Nathan laughed. “I’m sure you did. Smart move getting the old witch committed. With Christian being uncooperative, it was up to us, Alastair.”
“I have a hefty check made out to you, Inspector Ransom,” began the senator, a grim smile on his face as he narrowed the distance between them. “One you will be pleased with.”
“Check?” asked Jane, her eyes going from Chapman and Kohler to Ransom who glared at her to be silent.
“Yes, Jane, a check,” said Alastair, “one that will keep me from the poor house in my old age. Thank you, Senator Chapman.”
“You knew about this? Then you were part of it all along?” Jane asked.
“I know how this must look to you, Jane,” said Kohler, his hands extended in a gesture that swept her eyes back to the business in the barn. “But it does save the lives of countless children in our city, now doesn’t it? You can’t argue with that, and with your recent interest in helping homeless street kids, well…”
Senator Chapman pumped Alastair’s hand. “Getting that rabid foul old bitch out of the court system and into McKinnette’s control on a medical adjournment, that was brilliant, Inspector.”
Alastair smiled woodenly and jokingly asked if Kohler and Chapman had had poor luck hunting along the river. He imagined they had escorted someone into the woods but had come back alone. He prayed it’d not been Christian.
Chapman talked as if among friends, a calm about him. “Too much rain this season out this way, everything swollen.”
“Washes away the grime,” commented Kohler, hefting the scoped rifle. Had Chapman wanted them dead, Nathan could have killed them from a hundred yards off.
Grime or crime, Alastair wondered. He also wondered at the shovels being carried by the three farmhands. Likely, they had come to bury all those identifying parts from hands to heads and teeth along with the personal effects of the second victim, as Mary Grace didn’t have any. However, asking about this would not endear him to Chapman, and he really wanted Chapman to like him and Jane at the moment when he saw Jane’s eyes and realized she was going to say more.
“How could you keep me outta the deal? You knew I wanted to be a part of this?” she persisted.
He took her aside and whispered, “If you want to get out of here alive, I suggest you follow my lead.”
“I am I thought.”
“If I negotiate a deal for you, and Chapman writes you a check, you will take it, too.”

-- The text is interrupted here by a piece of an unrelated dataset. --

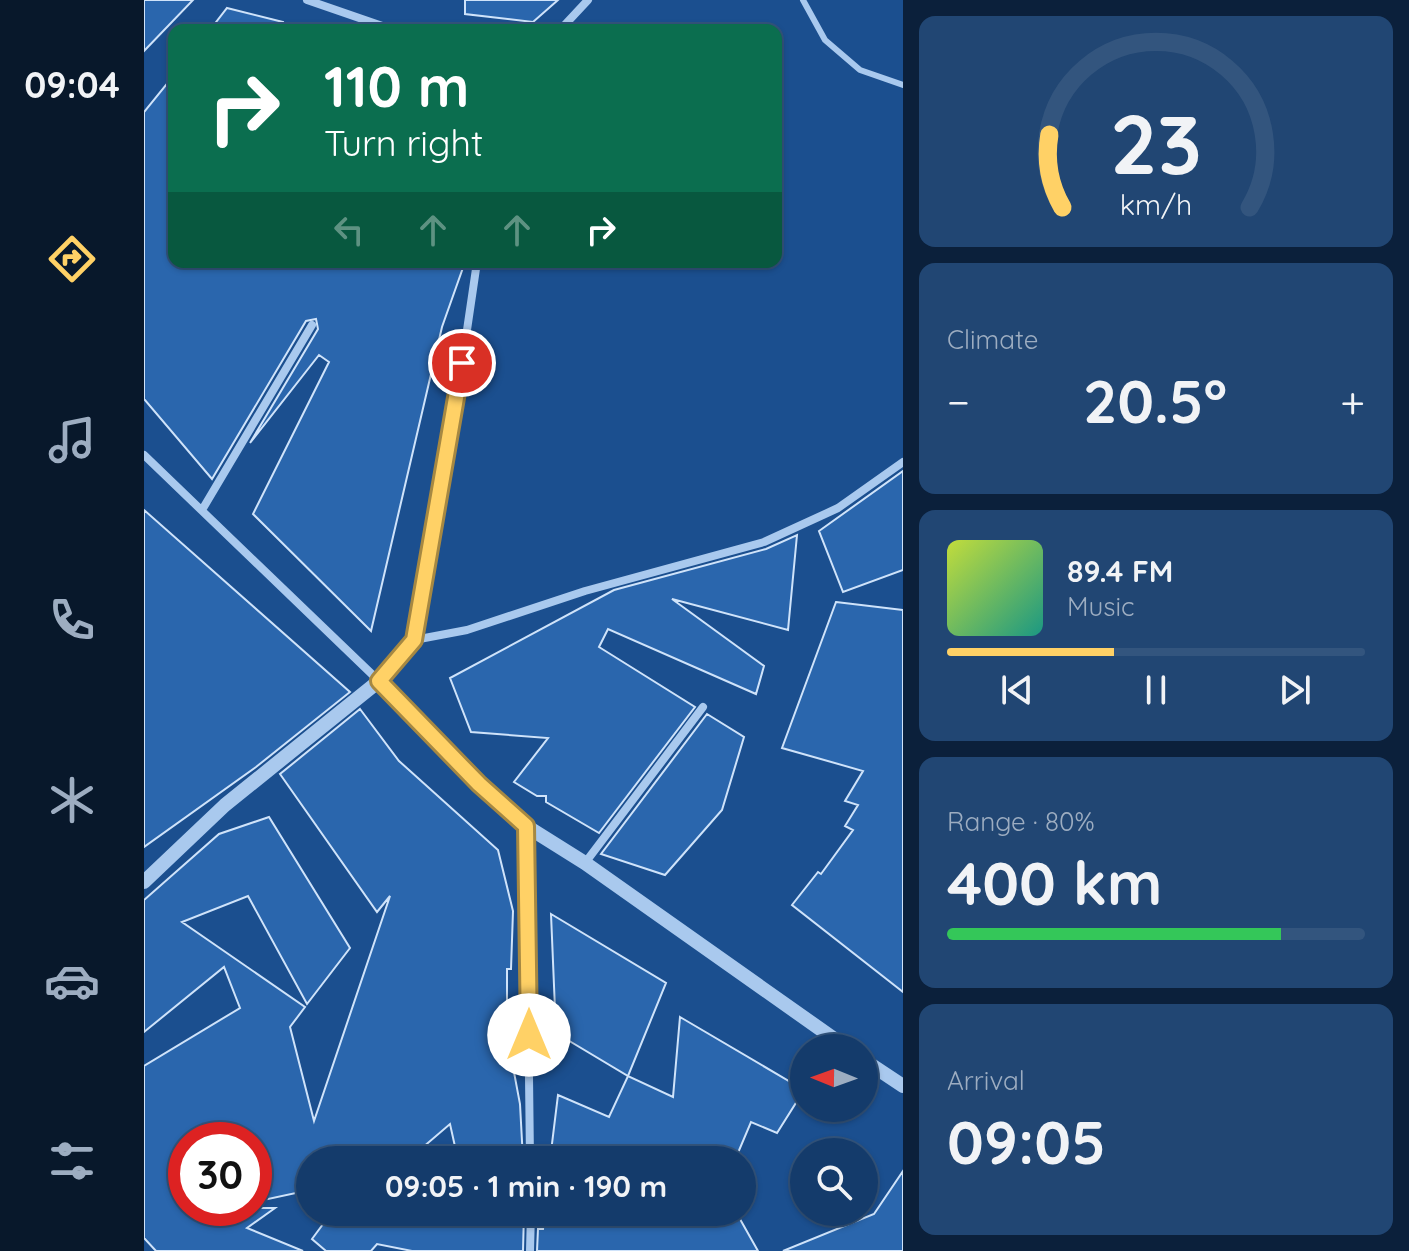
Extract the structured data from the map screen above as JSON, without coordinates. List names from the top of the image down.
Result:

“Never. There I draw the line.”
“To accomplish getting us both killed. We are both dead otherwise, Jane.” He then returned to Chapman and Kohler, saying, “It was Christian’s idea, the whole thing-getting the old crone committed.”

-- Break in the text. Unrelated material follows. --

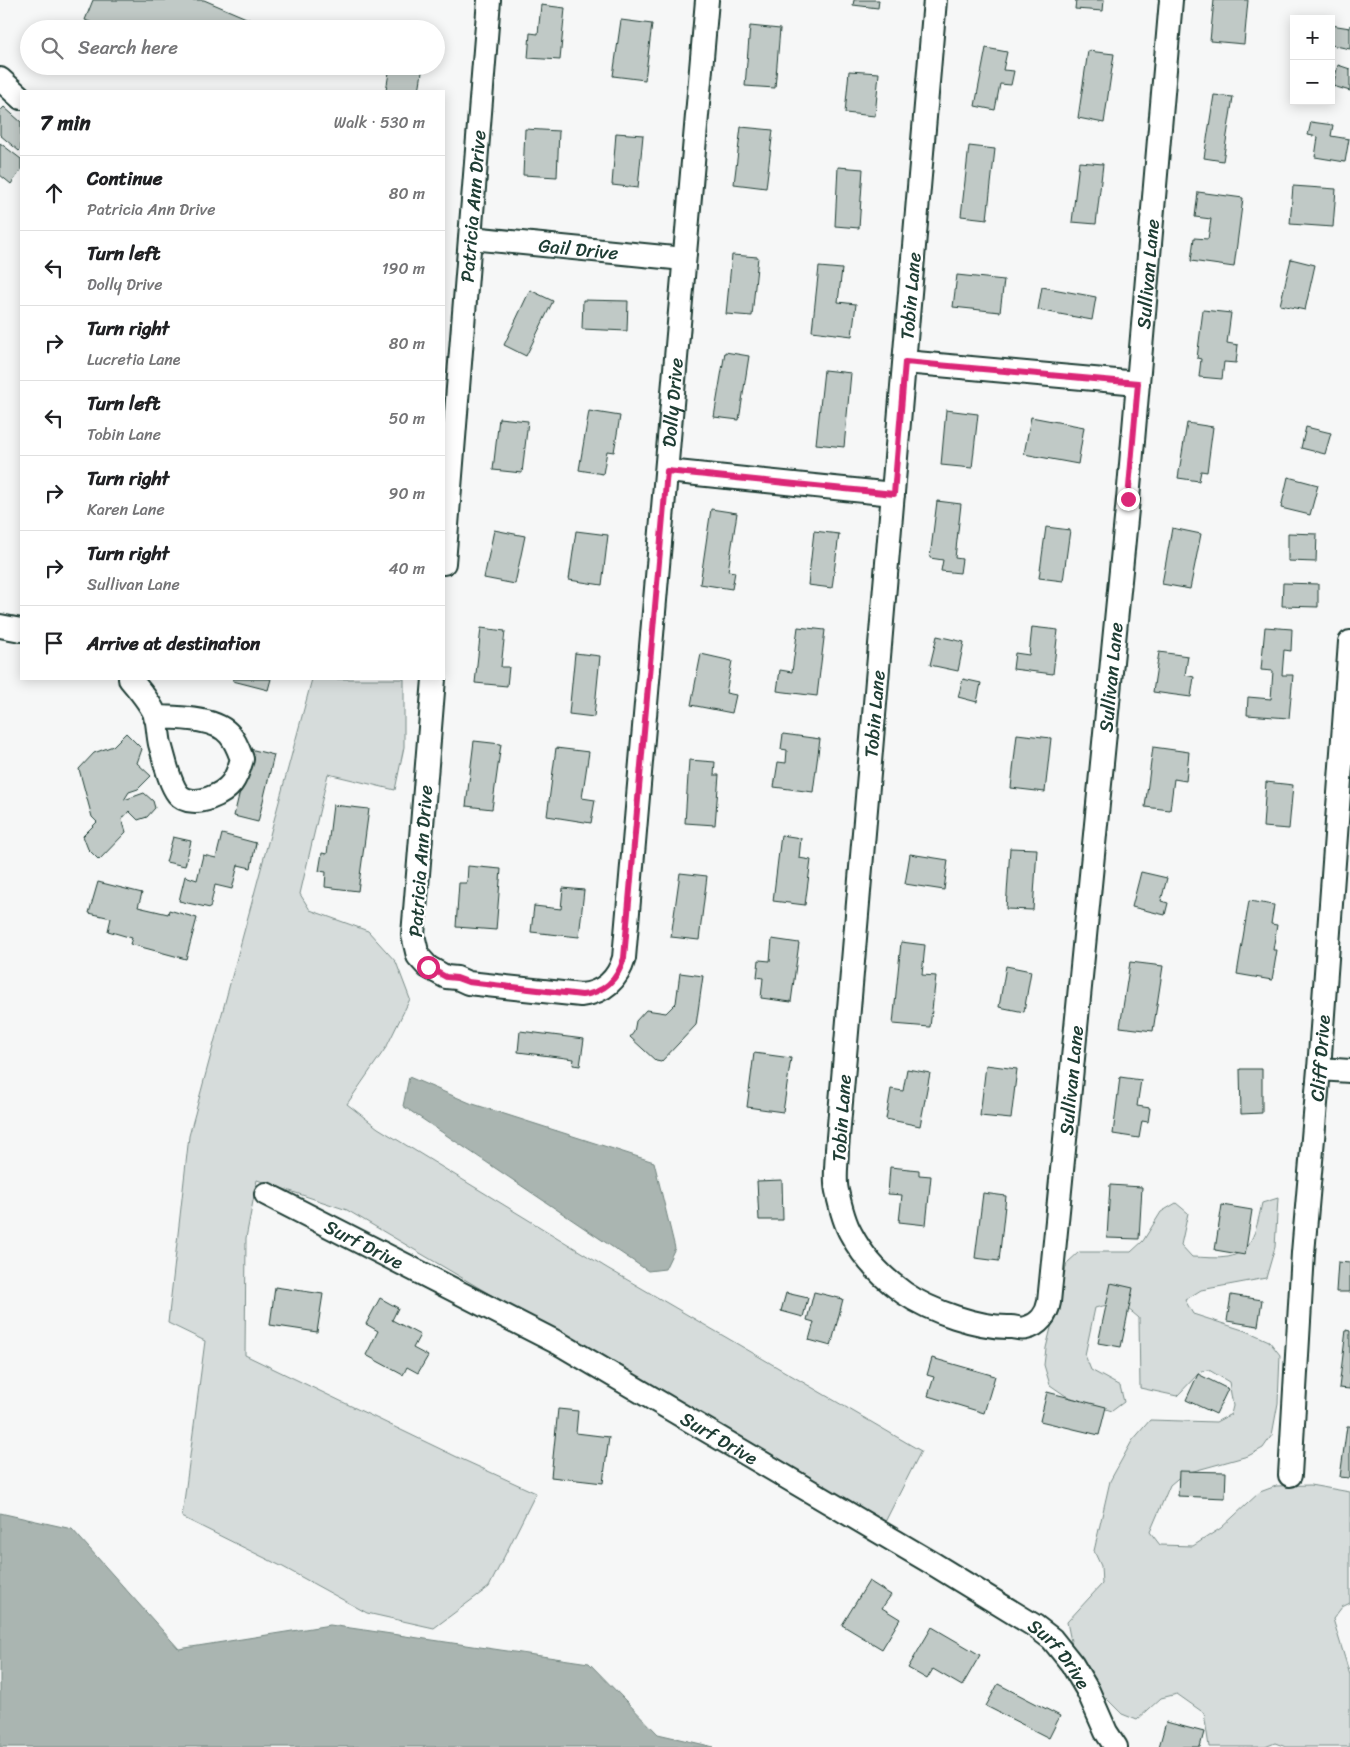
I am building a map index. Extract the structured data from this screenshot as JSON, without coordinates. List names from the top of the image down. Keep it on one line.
{"streets":{"street":["Patricia Ann Drive","Gail Drive","Sullivan Lane","Tobin Lane","Dolly Drive","Cliff Drive","Surf Drive"]},"crossings":[["Patricia Ann Drive","Gail Drive"],["Patricia Ann Drive","Dolly Drive"],["Gail Drive","Dolly Drive"],["Sullivan Lane","Tobin Lane"]],"page":{"map_buttons":["+","−"],"search":"Search here","heading":["7 min","Walk · 530 m"],"list":[["Continue","Patricia Ann Drive","80 m"],["Turn left","Dolly Drive","190 m"],["Turn right","Lucretia Lane","80 m"],["Turn left","Tobin Lane","50 m"],["Turn right","Karen Lane","90 m"],["Turn right","Sullivan Lane","40 m"],"Arrive at destination"]}}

“But you executed it, and here Nathan called you a hard-nosed bastard who would not go along,” countered Chapman. “I told Nathan, I said, ‘He’ll come round; time and money have a way of greasing the rustiest of skids.’”

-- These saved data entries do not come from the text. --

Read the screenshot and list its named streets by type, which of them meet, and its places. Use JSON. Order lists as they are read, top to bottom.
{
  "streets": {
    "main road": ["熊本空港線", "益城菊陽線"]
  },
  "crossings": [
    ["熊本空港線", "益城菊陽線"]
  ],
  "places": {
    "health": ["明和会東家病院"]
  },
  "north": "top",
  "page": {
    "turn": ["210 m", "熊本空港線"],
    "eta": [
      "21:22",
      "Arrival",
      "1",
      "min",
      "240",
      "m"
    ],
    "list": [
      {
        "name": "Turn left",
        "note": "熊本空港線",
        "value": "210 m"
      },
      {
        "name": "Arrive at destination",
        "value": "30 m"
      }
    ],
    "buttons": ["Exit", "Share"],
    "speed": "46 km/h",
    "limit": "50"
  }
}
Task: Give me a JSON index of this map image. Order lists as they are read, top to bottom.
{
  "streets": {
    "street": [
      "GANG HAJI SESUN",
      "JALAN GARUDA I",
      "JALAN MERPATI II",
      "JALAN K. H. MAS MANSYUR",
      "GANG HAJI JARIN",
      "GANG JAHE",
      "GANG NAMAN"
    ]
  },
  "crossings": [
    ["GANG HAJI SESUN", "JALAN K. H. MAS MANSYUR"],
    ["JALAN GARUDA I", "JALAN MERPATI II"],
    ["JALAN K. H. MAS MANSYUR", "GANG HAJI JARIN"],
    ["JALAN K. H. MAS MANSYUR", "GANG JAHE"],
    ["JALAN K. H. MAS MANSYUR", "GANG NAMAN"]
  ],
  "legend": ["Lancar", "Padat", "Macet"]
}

Kohler nodded. “You did predict it, sir.”
Chapman said in a near whisper to Alastair, “How about this chief of yours, Inspector? Never seen a man work so hard at kissing ass.” He ended with a laugh.
“So who is the dead man that Mary fingered?” asked Ransom, pointing to the small man’s corpse.
Kohler replied, “Your man…snitch of yours, Bosch.”
“What? Are you insane?” he asked Kohler and then he moaned to the corpse in the barn. “Ahhh…Bosch…”
Jane felt the depth of his pained response.
“The old bitty was quite clear on who was butchering and eating the children,” said Chapman, “and she named your man.”
“It makes sense, Ransom,” said Kohler. “Think of it. He knows not only the ins and outs and ups and downs of the homeless children, but he knows the workings of our department. In a sense, you yourself furnished him with information and-”
“But Bosch?” Ransom still could not believe it, and he imagined that the old wild woman, Mary, simply drew on the first notorious name leaping to mind, perhaps the only one she had known for any length of time in Chicago, Henry “Dot ’n’ Carry” Bosch.
“A cripple like Bosch…you really think he was behind your granddaughter’s death, Senator Chapman?” asked Ransom.
“Whataya mean, a cripple?”
“Bosch had a wooden leg.”
“W-wooden leg?” The senator glared at Chief Kohler. “What’s he talking about?”
Jane realized one of the missing parts of what hung beside Bloody Mary from the barn rafters had no peg leg.